Paraplégie Brutale Sur Spondylodiscite Tuberculeuse Chez Un Patient Hémodialysé.
Journal Title: IOSR Journal of Dental and Medical Sciences (IOSR-JDMS) - Year 2018, Vol 17, Issue 5
Abstract
Introduction: Tuberculous spondylitis represent 50% of cases of osteoarticular tuberculosis. It is more common in patients with end stage renal disease and is life-threatening. The diagnosis is often delayed, made at the stage of complications. Given the difficulty of obtaining a diagnostic with certainty, it is necessary to think of new tests such as Xpert MTB/RIF Ultra assay using automated real-time nucleic acid amplification technology. Observation: A 58-year-old diabetic man on chronic hemodialysis for 5 months was admitted for intermittent chest pain and weight loss. The biological assessment noted a frank inflammatory syndrome.
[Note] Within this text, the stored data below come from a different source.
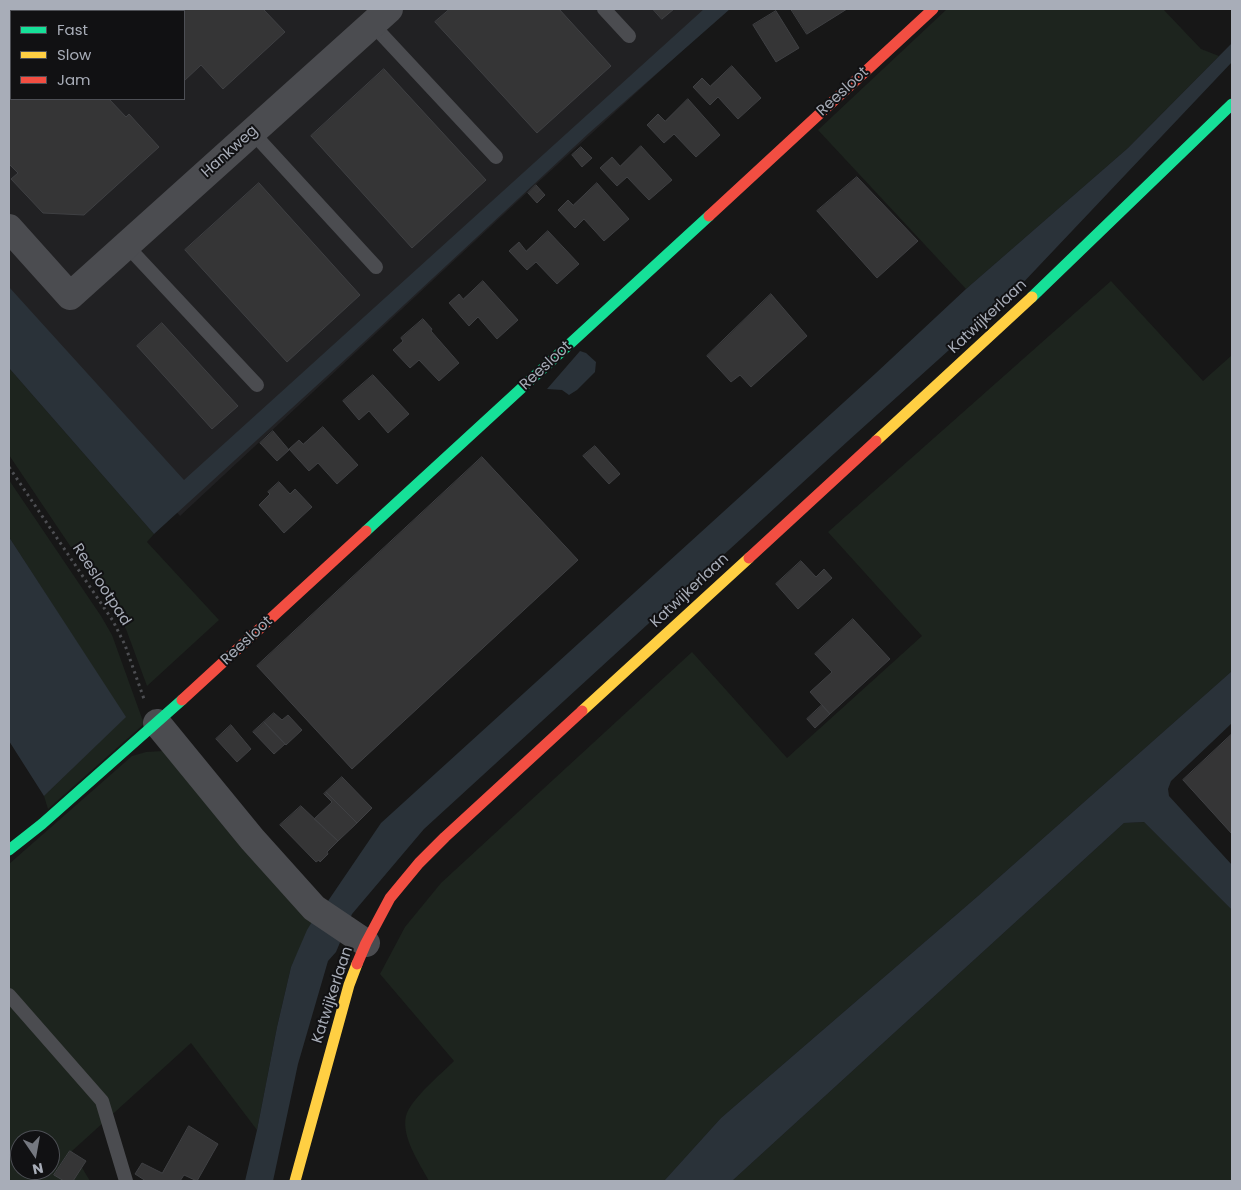 <!DOCTYPE html>
<html>
<head>
<meta charset="utf-8">
<style>
  body { margin:0 }
  #map { position:relative; width:1241px; height:1190px; overflow:hidden; background:#171717; font-family:Poppins,sans-serif }
  canvas { display:block }
  .frame { position:absolute; inset:0; border:10px solid #a8adb8; pointer-events:none }
  .legend { position:absolute; left:10px; top:10px; width:175px; height:90px; box-sizing:border-box; background:#111113; border:1px solid #4d4f55; margin:0; padding:6px 9px; list-style:none; font-size:15px; color:#a8adb8 }
  .legend li { display:flex; align-items:center; gap:10px; height:25px }
  .legend b { width:25px; border:1px solid #4d4f55 }
  .north { position:absolute; left:10px; top:1130px; width:50px; height:50px; box-sizing:border-box; background:#111113; border:1px solid #4d4f55; border-radius:50%; rotate:168deg; font-size:14px; font-weight:700; line-height:20px; text-align:center; color:#a8adb8 }
  .north::after { content:''; display:block; margin:auto; width:18px; height:22px; background:#757880; clip-path:polygon(50% 0,100% 100%,50% 72%,0 100%) }
</style>
</head>
<body>
<div id="map">
<canvas width="1241" height="1190"></canvas>
<div class="frame"></div>
<ul class="legend">
<li><b style="height:6px;background:#16e098"></b>Fast</li>
<li><b style="height:6px;background:#ffcf43"></b>Slow</li>
<li><b style="height:6px;background:#f24e42"></b>Jam</li>
</ul>
<div class="north">N</div>
</div>
<script>
const ctx = document.querySelector('canvas').getContext('2d');
ctx.lineJoin = 'round';
function fillPath(path, color) {
  ctx.fillStyle = color;
  ctx.fill(path, 'evenodd');
}
function strokePath(path, color, width, dash) {
  ctx.strokeStyle = color;
  ctx.lineWidth = width;
  ctx.lineCap = dash ? 'butt' : 'round';
  ctx.setLineDash(dash || []);
  ctx.stroke(path);
}
function drawText(font, color, halo, rows, align = 'center') {
  ctx.font = font + ' Poppins,sans-serif';
  ctx.lineWidth = 4;
  ctx.setLineDash([]);
  ctx.textBaseline = 'middle';
  ctx.strokeStyle = halo;
  ctx.fillStyle = color;
  for (const [text, x, y, turn = 0] of rows) {
    ctx.save();
    ctx.translate(x, y);
    ctx.rotate((+turn || 0) * Math.PI / 180);
    ctx.textAlign = isNaN(turn) ? turn : align;
    if (halo) ctx.strokeText(text, 0, 0);
    ctx.fillText(text, 0, 0);
    ctx.restore();
  }
}
fillPath(new Path2D(`
  M9,9H728L534,186L180,516L9,323ZM11,11H184V99H11Z`), '#212123');
fillPath(new Path2D(`
  M947,9H1163L1201,49L1219,56L1128,148L966,289L818,130Z
  M1111,281L1203,381L1232,355V671L978,896L721,1118L664,1181H429C420,1164 401,1137 406,1116C410,1100 442,1073 454,1061L380,974L405,927L441,883L692,652L787,758L922,636L828,532Z
  M9,368L154,534L147,542L219,620L147,686L126,629L9,455Z
  M9,480L101,616L112,635L144,724L48,809L44,796L125,717L9,537Z
  M163,751L315,917L291,967L277,1027L257,1130L191,1043L72,1151L90,1181H9V864L132,756L146,752ZM20,1140H50V1170H20Z
  M1144,822L1232,910V1181H732L1124,823Z`), '#1d241e');
fillPath(new Path2D(`
  M704,9H730L589,133L349,356L154,534L9,368V287L184,480Z
  M1232,43V62L1019,287L848,441L424,829L352,914L336,952L328,961L298,1064L273,1181H245L257,1130L277,1027L291,967L307,930L315,917L328,901L381,823L876,373L966,289L1128,148Z
  M580,351L586,353L596,362L595,372L577,390L569,395L562,390L547,389Z
  M9,537L126,717L44,796L9,741Z
  M1232,671V723L1171,781L1168,789L1169,796L1232,865V910L1144,822L1124,823L732,1181H664L721,1118L978,896Z`), '#2a3239');
const building = new Path2D(`
  M128,9H263L285,32L223,89L201,65L184,81V11H126Z
  M450,9H559L611,66L537,133L435,22Z
  M653,9H674L662,19Z
  M791,9H847L807,34Z
  M776,11L799,48L776,62L753,25Z
  M11,38V99H109L126,117L129,114L159,147L84,215L43,213L11,179L18,173L9,164V41Z
  M732,66L761,98L738,119L718,97L710,105L693,87L702,78L710,86Z
  M384,69L486,180L412,248L311,136Z
  M688,99L720,135L696,157L674,134L664,143L647,125L658,114L665,121Z
  M641,146L672,180L649,200L627,177L617,186L600,168L612,157L620,166Z
  M581,147L592,158L582,167L572,155Z
  M857,177L918,241L877,278L817,211Z
  M259,183L360,295L287,362L185,250Z
  M597,183L629,219L604,241L584,219L575,228L558,210L568,200L573,205Z
  M536,185L545,195L537,203L528,193Z
  M548,231L579,264L557,284L536,262L527,270L509,251L519,242L526,251Z
  M483,281L518,320L497,339L478,317L469,326L449,303L459,294L463,299Z
  M771,294L807,336L751,387L740,375L731,382L707,356Z
  M423,319L432,329L431,331L459,363L439,381L419,360L410,368L393,350L403,341L401,338Z
  M162,323L238,406L212,429L137,346Z
  M373,375L409,414L388,433L369,411L359,420L343,401Z
  M323,427L358,465L337,484L318,463L309,471L289,449L299,440L303,444Z
  M273,431L289,450L277,461L260,443Z
  M595,446L620,474L609,484L583,456Z
  M482,457L578,560L352,769L257,666Z
  M279,482L290,494L295,489L312,507L284,533L259,505L270,494L268,492Z
  M801,561L816,577L824,569L832,578L798,609L776,584Z
  M853,619L890,659L830,714L810,692L832,672L815,654Z
  M822,705L830,714L815,728L807,719Z
  M274,713L282,720L288,715L302,730L286,745L264,722Z
  M264,722L286,745L285,744L274,754L253,732Z
  M231,725L251,749L237,762L216,739Z
  M1232,734V834L1183,780Z
  M342,777L372,808L357,823L326,792Z
  M326,792L357,823L338,841L314,819L332,802L324,794Z
  M301,806L338,841L327,852L328,854L320,862L319,860L316,862L280,825Z
  M189,1126L218,1144L197,1181L184,1175L180,1181H146L135,1174L142,1163L162,1173Z
  M70,1151L86,1161L73,1181H64L54,1175Z`);
fillPath(building, '#353536');
strokePath(building, '#3f4043', 1);
strokePath(new Path2D(`
  M9,467L113,621L125,645L144,699`), '#4d4e52', 3, [2.5, 4]);
strokePath(new Path2D(`
  M604,9L629,36
  M372,24L496,157
  M252,132L376,267
  M127,246L257,385
  M9,995L102,1101L126,1181`), '#4b4c50', 14);
strokePath(new Path2D(`
  M9,228L70,296L389,9
  M157,723L252,839L314,908L366,943`), '#4b4c50', 28);
strokePath(new Path2D(`
  M1032,297L1232,104
  M366,531L709,216
  M9,850L42,824L182,700`), '#16e098', 11);
strokePath(new Path2D(`
  M876,441L1032,297
  M582,711L749,558
  M295,1181L349,985L357,964`), '#ffcf43', 11);
strokePath(new Path2D(`
  M709,216L933,9
  M749,558L876,441
  M182,700L366,531
  M357,964L366,943L390,898L419,863L445,837L582,711`), '#f24e42', 11);
drawText('15px', '#a8adb8', '#111113', [
  ["Reesloot",843,92,-43],
  ["Hankweg",230,152,-42],
  ["Katwijkerlaan",988,317,-43],
  ["Reesloot",546,366,-43],
  ["Reeslootpad",101,585,57],
  ["Katwijkerlaan",690,591,-43],
  ["Reesloot",247,641,-43],
  ["Katwijkerlaan",333,995,-72]
]);
</script>
</body>
</html> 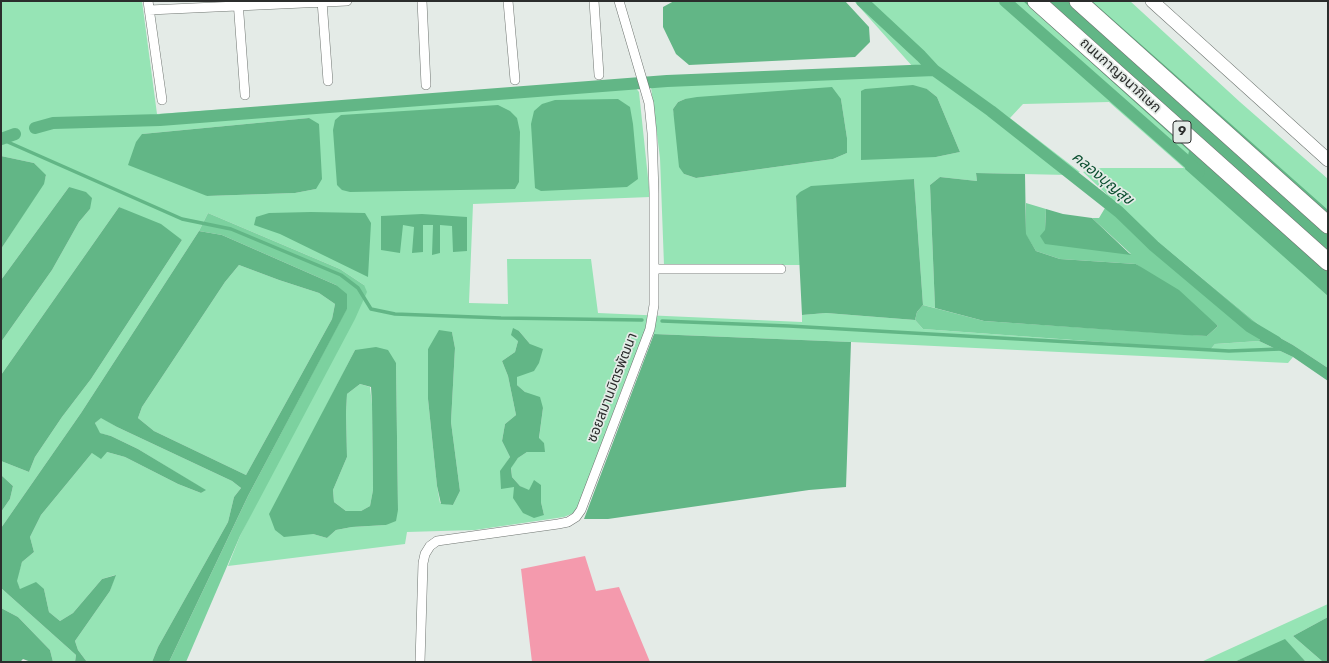 <!DOCTYPE html>
<meta charset="utf-8">
<style>
body{margin:0}
#map{position:relative;width:1329px;height:663px;overflow:hidden;background:#e4ebe7;font-family:Jost,sans-serif}
canvas{display:block}
.frame{position:absolute;inset:0;border:2px solid #2b2d2c;pointer-events:none}
</style>
<div id="map">
<canvas width="1329" height="663"></canvas>
<div class="frame"></div>
</div>
<script>
const ctx = document.querySelector('canvas').getContext('2d');
ctx.lineJoin = 'round';
function paint(path, color) { ctx.fillStyle = color; ctx.fill(path, 'evenodd'); }
const shape = rows => new Path2D(rows.map(r => 'M' + r).join(''));
function stroke(path, color, width, dash) { ctx.strokeStyle = color; ctx.lineWidth = width; ctx.lineCap = dash ? 'butt' : 'round'; ctx.setLineDash(dash || []); ctx.stroke(path); }
function label(font, color, halo, rows, align = 'center') {
  ctx.font = font + ' Jost,"Noto Sans Thai",sans-serif'; ctx.lineWidth = 3.5; ctx.setLineDash([]); ctx.textBaseline = 'middle'; ctx.strokeStyle = halo; ctx.fillStyle = color; for (const [text, x, y, turn = 0] of rows) {
    ctx.save(); ctx.translate(x, y); ctx.rotate((+turn || 0) * Math.PI / 180); ctx.textAlign = isNaN(turn) ? turn : align; if (halo) ctx.strokeText(text, 0, 0); ctx.fillText(text, 0, 0); ctx.restore();
  }
}
const green = shape([
 [1,1,142,1,157,114,630,81,639,92,650,197,473,204,469,303,508,304,507,259,591,259,598,313,802,322,802,315,826,313,915,320,923,329,1210,350,1215,344,1259,341,1293,357,1288,363,851,342,654,334,645,332,622,389,576,512,564,517,475,530,407,532,405,544,228,566,240,536,364,285,340,269,208,213,199,231,81,413,1,528,1,512,10,499,13,486,1,475,1,461,29,472,35,457,62,417,91,379,182,240,119,207,1,375,1,342,52,270,79,222,90,209,69,187,1,280,1,249,43,184,46,176,34,163,1,156],
 [309,118,316,189,295,193,207,196,142,134],
 [519,331,530,344,517,377,517,385,543,408,539,439,544,452,527,452,518,458,511,467,512,477,520,486,529,491,541,485,541,502,544,515,514,487,501,471,510,457,502,441,505,424,516,415,508,376,502,361,515,352,518,341],
 [452,332,455,348,451,422,460,491,453,505,440,503,437,486,428,399,428,349],
 [355,350,396,363,398,510,386,525,352,527,336,530,327,538,313,534,323,412],
 [854,1,1130,1,1240,102,1328,179,1328,368,1293,345,1264,329,1152,237,1083,172,1101,168,1184,168,1109,102,1023,104,1010,118,1080,172,1068,175,976,173,977,181,940,177,930,185,935,308,923,305,914,179,796,196,801,265,664,265,660,158,650,79,913,67],
 [927,89,937,97,960,152,936,157],
 [685,99,841,99,847,138,847,153,833,159,696,178,684,174,673,109,678,102],
 [239,265,279,280,319,293,335,304,332,319,246,475,154,431,138,418,142,407,225,282],
 [360,384,370,387,372,404,373,490,370,506,361,511,346,511,334,502,333,490,347,457,346,413,347,394],
 [101,417,117,427,232,481,241,488,234,497,228,522,158,647,152,662,87,662,78,650,75,641,110,591,115,575,102,579,73,613,60,621,49,612,44,589,20,589,16,581,22,562,34,552,30,537,41,515,92,453,107,452,125,457,178,484,201,493,205,490,138,449,111,436,99,433,95,423],
 [1,588,76,655,75,662,53,662,50,650,18,617,1,608],
 [1328,604,1328,617,1293,636,1323,662,1306,662,1285,640,1234,662,1201,662]
]);
const forest = shape([
 [1111,198,1152,237,1264,329,1259,341,1215,344,1210,350,923,329,915,320,917,312,923,305,984,321,1207,336,1218,326,1136,264,1060,259,1036,251,1026,235,1026,203,1046,209,1045,230,1131,254,1092,218,1099,218],
 [208,213,340,269,364,285,367,292,355,319,240,536,186,662,169,662,248,496,347,308,336,285,222,235,199,231]
]);
const water = shape([
 [674,1,845,1,869,27,870,42,855,57,689,65,676,54,663,27,663,7],
 [1023,1,1092,1,1328,210,1328,296,1185,169,1189,151],
 [913,85,927,89,937,97,960,152,936,157,861,160,861,91,865,89],
 [832,87,841,99,847,138,847,153,833,159,696,178,684,174,679,167,673,109,678,102,685,99,697,97],
 [618,99,630,107,633,124,638,179,627,187,541,191,535,188,531,124,534,111,542,104,555,100],
 [498,105,510,111,517,118,520,132,519,182,515,189,350,192,342,190,337,185,333,130,335,120,341,115],
 [309,118,319,124,322,179,316,189,295,193,207,196,128,165,136,142,142,134],
 [1,156,34,163,46,175,44,184,1,249],
 [976,173,1025,174,1026,234,1036,251,1060,259,1136,264,1179,290,1218,326,1207,336,1184,335,984,321,935,308,930,185,940,177,977,181],
 [914,179,923,305,917,312,915,320,826,313,802,315,796,196,800,192,811,186],
 [69,187,86,192,92,198,90,209,79,222,52,270,1,342,1,280],
 [119,207,161,224,182,240,91,379,62,417,35,457,29,472,1,461,1,375],
 [1046,209,1063,214,1092,218,1131,255,1045,244,1040,236,1045,230],
 [311,212,365,213,371,223,368,277,280,234,254,225,256,217,269,213],
 [422,214,467,217,467,251,453,252,452,226,440,225,440,253,432,255,433,225,423,225,423,252,412,253,414,227,403,225,400,253,381,250,381,216],
 [199,231,222,235,336,285,347,294,347,309,248,496,169,662,152,662,158,647,228,522,234,497,241,488,232,481,117,427,101,418,95,423,100,433,111,436,138,449,206,490,201,493,178,484,125,457,107,452,101,459,92,453,41,515,30,537,34,552,22,562,17,581,20,589,36,582,44,589,49,612,60,621,73,613,102,579,116,575,110,591,75,641,78,650,87,662,75,662,76,655,1,588,1,528,81,413],
 [239,265,279,280,319,293,335,304,332,319,246,475,154,431,138,418,142,407,225,282],
 [513,328,519,331,530,344,543,349,539,363,534,371,517,377,517,385,525,392,540,397,543,408,539,438,544,443,545,452,527,452,518,458,511,468,512,477,520,486,529,490,534,480,541,485,541,502,544,515,534,518,523,513,513,498,514,487,501,489,500,471,510,457,502,441,505,424,516,415,508,376,502,361,515,352,518,341,511,335],
 [1264,329,1293,345,1328,368,1328,381,1293,357,1259,341],
 [439,330,452,332,455,348,451,422,460,491,453,505,441,504,437,486,428,399,428,349],
 [654,334,851,342,846,487,809,490,608,519,584,519],
 [376,347,388,350,396,363,398,510,396,521,386,525,352,527,336,530,327,538,313,534,284,537,275,530,269,514,355,350],
 [360,384,371,387,372,404,373,490,370,506,361,511,346,511,334,502,333,490,347,457,346,413,347,394],
 [1,475,13,486,10,499,1,512],
 [1,608,18,617,50,650,53,662,31,662,23,659,20,662,1,662,1,638,2,636,1,629],
 [1328,617,1328,662,1323,662,1293,636],
 [1285,639,1306,662,1234,662]
]);
const stream = shape([
 [1,139,182,219,231,229,341,275,358,288,371,309,395,314,501,318,642,320],
 [662,321,789,326,1229,351,1280,349]
]);
const canal = shape([
 [862,1,921,56,934,70,991,111,1119,212,1154,246,1249,326,1276,342],
 [1005,1,1199,172],
 [35,128,53,123,160,120,667,81,934,70],
 [1,139,15,134]
]);
const building = shape([
 [585,556,596,591,619,587,650,662,532,662,521,569]
]);
const minor = shape([
 [148,1,162,100],
 [238,1,245,95],
 [322,1,328,81],
 [422,1,426,85],
 [508,1,515,80],
 [594,1,599,75],
 [149,10,347,1],
 [654,269,781,269],
 [420,662,423,563,425,554,430,546,437,541,558,524,568,522,576,517,581,510,650,329,654,305,654,193,652,133,649,103,619,1]
]);
const secondary = shape([
 [1152,1,1328,160]
]);
const motorway = shape([
 [1036,1,1328,262],
 [1078,1,1328,225]
]);
const shields = [
 [1182,132,18]
];
const shieldNames = [
 ["9",1182,132]
];
const streetNames = [
 ["ถนนกาญจนาภิเษก",1120,76,42],
 ["ซอยสมานมิตรพัฒนา",613,388,-69]
];
const waterNames = [
 ["คลองบุญสุข",1102,179,39]
];
paint(green, '#96e4b5');
paint(forest, '#7cd19f');
paint(water, '#62b686');
stroke(stream, '#62b686', 3.5);
stroke(canal, '#62b686', 12);
paint(building, '#f49aad');
stroke(minor, '#6f7571', 10);
stroke(secondary, '#6f7571', 14);
stroke(motorway, '#6f7571', 18);
stroke(minor, '#fff', 9);
stroke(secondary, '#fff', 13);
stroke(motorway, '#fff', 17);
for (const [x, y, w] of shields) { const box = new Path2D(); box.roundRect(x - w / 2, y - 11, w, 22, 3); ctx.fillStyle = '#e4ebe7'; ctx.fill(box); stroke(box, '#2b2d2c', 1); }
label('bold 13px', '#2b2d2c', null, shieldNames);
label('14px', '#2b2d2c', '#e4ebe7', streetNames);
label('italic 15px', '#0a4e2f', '#e4ebe7', waterNames);
</script>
The infectious investigation remained negative. An empiric antibacterial therapy has been introduced, leading to a slight improvement.Spinal MRI performed for sudden paraplegia and sphincter disorders showed dorsal spondylitis and spinal cord compression at the level of fourth and fifth dorsal vertebrae. A biopsy with CT guidance was performed, histopathology found a non-specific inflammation and culture did not isolate pathogens.QuantiFERON-TBGold Plus test came back positive. Once the diagnosis of tuberculous spondylitis was made, antituberculous therapy was started resulting in a dramatic immediate outcome.However, the patient died due to immobility complications, 6 weeks later. Conclusion: Tuberculous spondylodiscitis is more common in chronic hemodialysis patients. Tuberculous origin should always be suspected in cases of unexplained pain. Culture and histopathology make the diagnosis of certainty, while new Xpert MTB/RIF Ultra assay may take place in some cases where these investigations remain difficult or inconclusive.